This eBook was created by Charles Aldarondo (
[email protected]). 
 
IF I WERE KING 
BY 
JUSTIN HUNTLY McCARTHY 
 
DEDICATION 
To Her 
Through Whom and For Whom 
This Book was Written 
"The Loveliest Lady this side of Heaven." 
XXI. XII. MCMI. 
 
If I were king--ah love, if I were king! What tributary nations would I
bring 
To stoop before your sceptre and to swear 
Allegiance to your lips and eyes and hair. 
Beneath your feet what treasures I would fling:-- 
The stars should be your pearls upon a string, 
The world a ruby for your finger ring, 
And you should have the sun and moon to wear 
If I were king. 
Let these wild dreams and wilder words take wing, 
Deep in the woods I hear a shepherd sing 
A simple ballad to a sylvan air, 
Of love that ever finds your face more fair. 

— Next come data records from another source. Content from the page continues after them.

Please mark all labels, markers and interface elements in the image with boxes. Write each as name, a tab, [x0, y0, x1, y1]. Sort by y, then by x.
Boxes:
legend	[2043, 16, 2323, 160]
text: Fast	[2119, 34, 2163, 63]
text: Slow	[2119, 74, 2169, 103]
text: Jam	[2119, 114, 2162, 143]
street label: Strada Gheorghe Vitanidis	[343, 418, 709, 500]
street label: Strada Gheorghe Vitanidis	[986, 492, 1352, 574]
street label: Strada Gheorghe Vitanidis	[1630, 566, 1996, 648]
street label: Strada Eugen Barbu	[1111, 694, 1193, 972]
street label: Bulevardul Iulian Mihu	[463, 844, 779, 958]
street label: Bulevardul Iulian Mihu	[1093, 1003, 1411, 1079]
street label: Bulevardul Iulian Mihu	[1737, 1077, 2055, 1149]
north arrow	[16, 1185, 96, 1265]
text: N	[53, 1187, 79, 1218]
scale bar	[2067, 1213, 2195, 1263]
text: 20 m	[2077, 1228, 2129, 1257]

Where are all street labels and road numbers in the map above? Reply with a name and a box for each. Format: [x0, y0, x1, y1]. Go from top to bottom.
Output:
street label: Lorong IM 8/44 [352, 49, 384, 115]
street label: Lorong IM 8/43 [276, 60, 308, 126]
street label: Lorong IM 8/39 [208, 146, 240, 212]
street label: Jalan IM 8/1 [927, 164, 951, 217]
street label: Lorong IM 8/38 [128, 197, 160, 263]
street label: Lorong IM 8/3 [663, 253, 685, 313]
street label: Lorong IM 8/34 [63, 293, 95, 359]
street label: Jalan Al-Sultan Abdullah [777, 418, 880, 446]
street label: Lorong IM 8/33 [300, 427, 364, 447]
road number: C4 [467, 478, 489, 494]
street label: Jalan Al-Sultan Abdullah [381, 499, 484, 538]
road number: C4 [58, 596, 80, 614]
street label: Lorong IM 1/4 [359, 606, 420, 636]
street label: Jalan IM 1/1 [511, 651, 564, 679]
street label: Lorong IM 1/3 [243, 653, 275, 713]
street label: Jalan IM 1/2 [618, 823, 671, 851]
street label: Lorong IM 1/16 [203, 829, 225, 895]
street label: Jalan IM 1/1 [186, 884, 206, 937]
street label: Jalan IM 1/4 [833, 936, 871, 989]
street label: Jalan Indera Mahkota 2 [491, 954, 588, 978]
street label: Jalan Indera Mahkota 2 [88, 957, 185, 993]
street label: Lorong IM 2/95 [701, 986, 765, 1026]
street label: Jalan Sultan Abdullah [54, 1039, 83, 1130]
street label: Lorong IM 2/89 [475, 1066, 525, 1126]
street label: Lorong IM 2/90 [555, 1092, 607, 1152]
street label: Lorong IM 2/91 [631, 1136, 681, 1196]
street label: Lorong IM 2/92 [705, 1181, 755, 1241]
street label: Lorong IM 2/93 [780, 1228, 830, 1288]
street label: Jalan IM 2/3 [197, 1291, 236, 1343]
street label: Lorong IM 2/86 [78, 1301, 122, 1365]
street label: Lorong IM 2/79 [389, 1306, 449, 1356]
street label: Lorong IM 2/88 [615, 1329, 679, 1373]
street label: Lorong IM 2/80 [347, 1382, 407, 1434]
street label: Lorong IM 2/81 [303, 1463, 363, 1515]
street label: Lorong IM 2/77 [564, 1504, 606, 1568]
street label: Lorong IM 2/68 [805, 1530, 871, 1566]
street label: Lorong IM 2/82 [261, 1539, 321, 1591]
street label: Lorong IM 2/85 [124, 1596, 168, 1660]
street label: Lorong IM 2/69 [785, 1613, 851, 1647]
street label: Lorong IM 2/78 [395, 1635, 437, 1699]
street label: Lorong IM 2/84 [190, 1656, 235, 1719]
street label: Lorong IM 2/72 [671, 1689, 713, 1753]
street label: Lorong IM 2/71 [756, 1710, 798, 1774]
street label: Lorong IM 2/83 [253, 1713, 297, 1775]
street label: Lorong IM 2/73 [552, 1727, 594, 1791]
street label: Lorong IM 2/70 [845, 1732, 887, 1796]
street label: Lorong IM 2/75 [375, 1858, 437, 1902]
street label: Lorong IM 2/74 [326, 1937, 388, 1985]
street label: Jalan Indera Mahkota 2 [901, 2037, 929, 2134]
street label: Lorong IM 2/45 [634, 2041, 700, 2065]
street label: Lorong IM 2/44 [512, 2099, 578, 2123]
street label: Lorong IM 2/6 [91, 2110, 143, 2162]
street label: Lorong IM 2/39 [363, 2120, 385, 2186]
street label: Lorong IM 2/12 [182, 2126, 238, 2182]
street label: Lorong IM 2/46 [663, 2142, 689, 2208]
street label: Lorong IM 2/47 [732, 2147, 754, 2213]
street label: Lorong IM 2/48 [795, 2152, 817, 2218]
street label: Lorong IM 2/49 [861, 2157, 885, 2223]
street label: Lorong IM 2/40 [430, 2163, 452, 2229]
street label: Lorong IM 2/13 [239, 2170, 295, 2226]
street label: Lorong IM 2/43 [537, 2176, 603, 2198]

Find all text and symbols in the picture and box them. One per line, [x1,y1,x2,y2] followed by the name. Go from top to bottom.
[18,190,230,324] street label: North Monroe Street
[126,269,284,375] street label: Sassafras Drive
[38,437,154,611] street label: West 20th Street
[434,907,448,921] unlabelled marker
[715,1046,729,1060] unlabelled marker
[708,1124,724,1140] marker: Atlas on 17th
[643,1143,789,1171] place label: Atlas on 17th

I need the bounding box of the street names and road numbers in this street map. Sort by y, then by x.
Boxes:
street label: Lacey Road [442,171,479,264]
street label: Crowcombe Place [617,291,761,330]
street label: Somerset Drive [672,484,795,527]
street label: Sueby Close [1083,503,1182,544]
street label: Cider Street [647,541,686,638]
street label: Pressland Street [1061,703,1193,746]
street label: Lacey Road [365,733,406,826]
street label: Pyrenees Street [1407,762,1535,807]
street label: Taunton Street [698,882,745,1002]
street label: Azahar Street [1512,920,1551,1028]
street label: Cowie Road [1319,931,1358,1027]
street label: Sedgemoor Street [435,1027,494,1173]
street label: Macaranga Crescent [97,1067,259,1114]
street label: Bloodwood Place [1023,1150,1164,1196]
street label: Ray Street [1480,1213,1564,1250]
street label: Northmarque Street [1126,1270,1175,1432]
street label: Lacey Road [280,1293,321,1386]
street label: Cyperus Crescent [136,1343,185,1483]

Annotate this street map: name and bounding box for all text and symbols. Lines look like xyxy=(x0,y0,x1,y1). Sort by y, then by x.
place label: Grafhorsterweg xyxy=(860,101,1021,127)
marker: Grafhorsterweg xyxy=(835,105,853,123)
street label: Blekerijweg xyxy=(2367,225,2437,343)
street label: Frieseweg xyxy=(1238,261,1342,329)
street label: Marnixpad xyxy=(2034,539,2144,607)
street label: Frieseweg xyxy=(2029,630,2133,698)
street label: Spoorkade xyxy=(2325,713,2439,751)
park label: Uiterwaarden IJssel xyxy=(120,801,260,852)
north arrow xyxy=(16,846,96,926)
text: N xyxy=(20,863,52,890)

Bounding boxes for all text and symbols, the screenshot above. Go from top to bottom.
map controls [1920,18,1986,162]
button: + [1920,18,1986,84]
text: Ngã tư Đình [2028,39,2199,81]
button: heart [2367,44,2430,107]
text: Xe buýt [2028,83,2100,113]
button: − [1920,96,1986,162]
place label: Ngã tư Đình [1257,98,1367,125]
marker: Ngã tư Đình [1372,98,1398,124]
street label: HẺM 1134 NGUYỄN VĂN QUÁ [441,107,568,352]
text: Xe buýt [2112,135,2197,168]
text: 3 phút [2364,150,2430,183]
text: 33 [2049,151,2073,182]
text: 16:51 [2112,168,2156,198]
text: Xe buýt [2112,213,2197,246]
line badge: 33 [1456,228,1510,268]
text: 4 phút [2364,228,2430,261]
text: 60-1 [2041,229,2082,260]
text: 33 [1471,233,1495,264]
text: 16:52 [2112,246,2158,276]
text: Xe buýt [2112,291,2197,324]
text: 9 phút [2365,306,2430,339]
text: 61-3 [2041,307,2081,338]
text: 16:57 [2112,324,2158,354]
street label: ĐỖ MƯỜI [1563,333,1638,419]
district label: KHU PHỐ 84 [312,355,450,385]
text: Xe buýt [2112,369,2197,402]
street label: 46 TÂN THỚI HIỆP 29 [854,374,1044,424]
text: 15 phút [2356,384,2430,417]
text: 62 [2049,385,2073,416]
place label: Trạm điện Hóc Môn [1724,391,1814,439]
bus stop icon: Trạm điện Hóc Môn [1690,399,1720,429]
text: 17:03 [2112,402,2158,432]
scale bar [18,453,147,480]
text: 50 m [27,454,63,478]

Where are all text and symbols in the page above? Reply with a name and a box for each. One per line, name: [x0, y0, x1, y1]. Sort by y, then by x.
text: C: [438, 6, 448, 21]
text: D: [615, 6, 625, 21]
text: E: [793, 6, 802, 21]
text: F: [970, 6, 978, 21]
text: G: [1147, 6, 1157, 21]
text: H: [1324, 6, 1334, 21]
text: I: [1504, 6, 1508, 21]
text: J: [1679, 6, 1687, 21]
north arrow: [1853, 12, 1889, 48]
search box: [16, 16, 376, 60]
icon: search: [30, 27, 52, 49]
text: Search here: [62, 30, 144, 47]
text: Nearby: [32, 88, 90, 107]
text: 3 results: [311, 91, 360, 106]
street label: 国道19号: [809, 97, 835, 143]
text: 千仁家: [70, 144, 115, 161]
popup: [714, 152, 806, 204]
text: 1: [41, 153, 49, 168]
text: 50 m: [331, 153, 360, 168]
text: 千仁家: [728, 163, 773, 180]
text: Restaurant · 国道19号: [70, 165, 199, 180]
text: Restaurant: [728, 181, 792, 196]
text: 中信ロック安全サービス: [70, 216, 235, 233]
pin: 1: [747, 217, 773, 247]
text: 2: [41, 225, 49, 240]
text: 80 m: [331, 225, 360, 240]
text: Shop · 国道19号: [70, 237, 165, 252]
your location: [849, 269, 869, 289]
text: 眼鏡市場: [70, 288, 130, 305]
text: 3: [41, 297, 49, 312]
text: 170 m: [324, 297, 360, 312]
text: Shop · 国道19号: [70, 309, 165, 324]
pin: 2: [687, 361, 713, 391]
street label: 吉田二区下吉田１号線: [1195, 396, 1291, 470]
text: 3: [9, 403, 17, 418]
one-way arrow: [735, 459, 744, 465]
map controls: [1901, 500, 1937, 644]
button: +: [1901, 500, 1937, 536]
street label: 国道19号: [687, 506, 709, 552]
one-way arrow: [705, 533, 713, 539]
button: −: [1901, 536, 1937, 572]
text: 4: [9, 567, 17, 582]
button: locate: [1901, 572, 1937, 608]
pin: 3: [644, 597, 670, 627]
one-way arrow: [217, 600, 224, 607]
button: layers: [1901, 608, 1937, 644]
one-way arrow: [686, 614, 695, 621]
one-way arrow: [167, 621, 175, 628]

I could not give you any godlier thing 
If I were king. 
CHAPTER I 
IN THE FIRCONE TAVERN 
 
In the dark main room of the Fircone Tavern the warm June air seemed 
to have lost all its delicacy, like a degraded angel. It was sodden 
through and through, as with the lees of wine; it was stained and 
shamed with the smells of hams and cheeses; it was thick and heavy as 
if with the breaths of all the rogues and all the vagabonds that had
haunted the hostelry from its evil dawn. Such guttering lights and 
glimmering flames as lit the place--for there was a small fire on the 
wide hearth in spite of the fine weather--peopled the gloom with 
fantastic quivering shadows as of lean fingers that unfolded themselves 
to filch, or clenched themselves to stab in the back. But its patrons 
seemed to like the place well enough in spite of its miasma, and Master 
Robin Turgis, the fat landlord, drowsy with his own wine and dripping 
from the heat, surveyed them complacently, and wallowed as it were in 
the rattle and clink of mug and can, the full-throated laughter and the 
shrill chatter, crisply emphasized by oaths, which assured him of the 
Fircone's popularity with its intimates. Master Robin's intelligence was 
limited; his wit was simple; the processes of his mind moved easily 
along the lines of least resistance. The Burgundians might be 
hammering with mailed fists at the walls of Paris; the fire-new crown 
of Louis the Eleventh might be falling from the royal forehead: it 
mattered not a jot to dishonest Robin so long as the Fircone brimmed 
with company. 
There was enough company in the room on this evening to content 
even his wish. It was not the kind of company that a wise man would 
desire to keep, but it delighted the innkeeper, for it drank deeply and 
spent freely, and in Robin's view it was of no more concern to him how 
the money that changed hands was come by than it was how the 
profound potations might affect the brains and stomachs of his clients. 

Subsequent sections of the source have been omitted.